- **TASK TO COMPLETE**:
The whole listing below, with no pictures, is to be repeated as it stands.

- **SUPPLIED MATERIAL**:
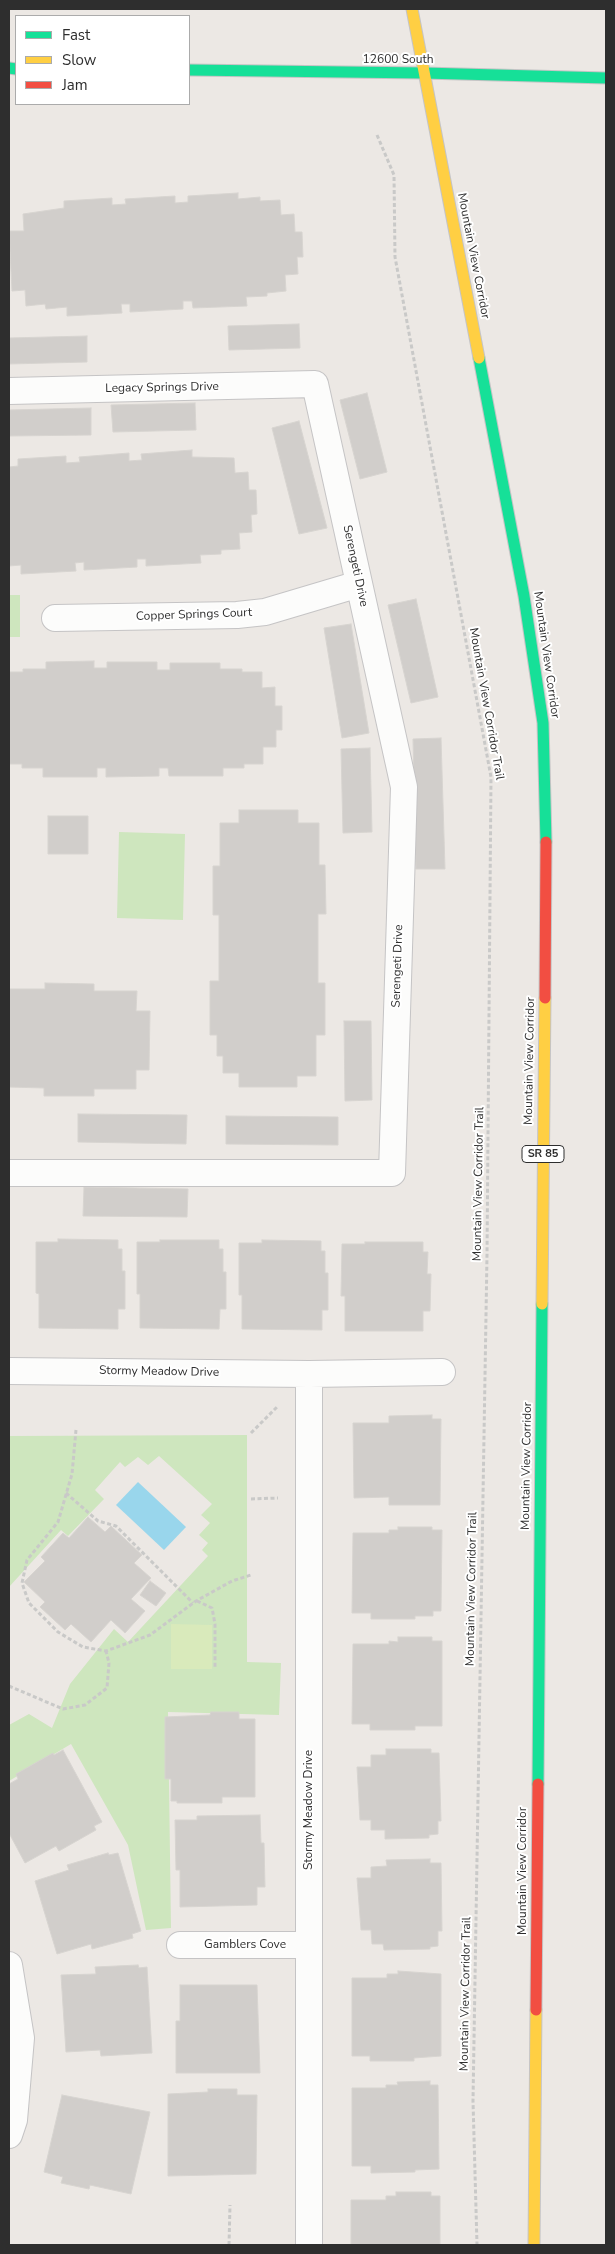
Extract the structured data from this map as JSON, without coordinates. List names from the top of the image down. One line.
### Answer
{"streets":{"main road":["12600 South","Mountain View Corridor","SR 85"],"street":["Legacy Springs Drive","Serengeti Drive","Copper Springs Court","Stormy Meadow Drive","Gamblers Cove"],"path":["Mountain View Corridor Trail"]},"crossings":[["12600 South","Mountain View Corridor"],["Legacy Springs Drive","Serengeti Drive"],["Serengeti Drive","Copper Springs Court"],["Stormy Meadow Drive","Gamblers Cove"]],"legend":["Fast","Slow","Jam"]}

- **WRITTEN REPLY**:
Extract the structured data from this map as JSON, without coordinates. List names from the top of the image down. One line.
### Answer
{"streets":{"main road":["12600 South","Mountain View Corridor","SR 85"],"street":["Legacy Springs Drive","Serengeti Drive","Copper Springs Court","Stormy Meadow Drive","Gamblers Cove"],"path":["Mountain View Corridor Trail"]},"crossings":[["12600 South","Mountain View Corridor"],["Legacy Springs Drive","Serengeti Drive"],["Serengeti Drive","Copper Springs Court"],["Stormy Meadow Drive","Gamblers Cove"]],"legend":["Fast","Slow","Jam"]}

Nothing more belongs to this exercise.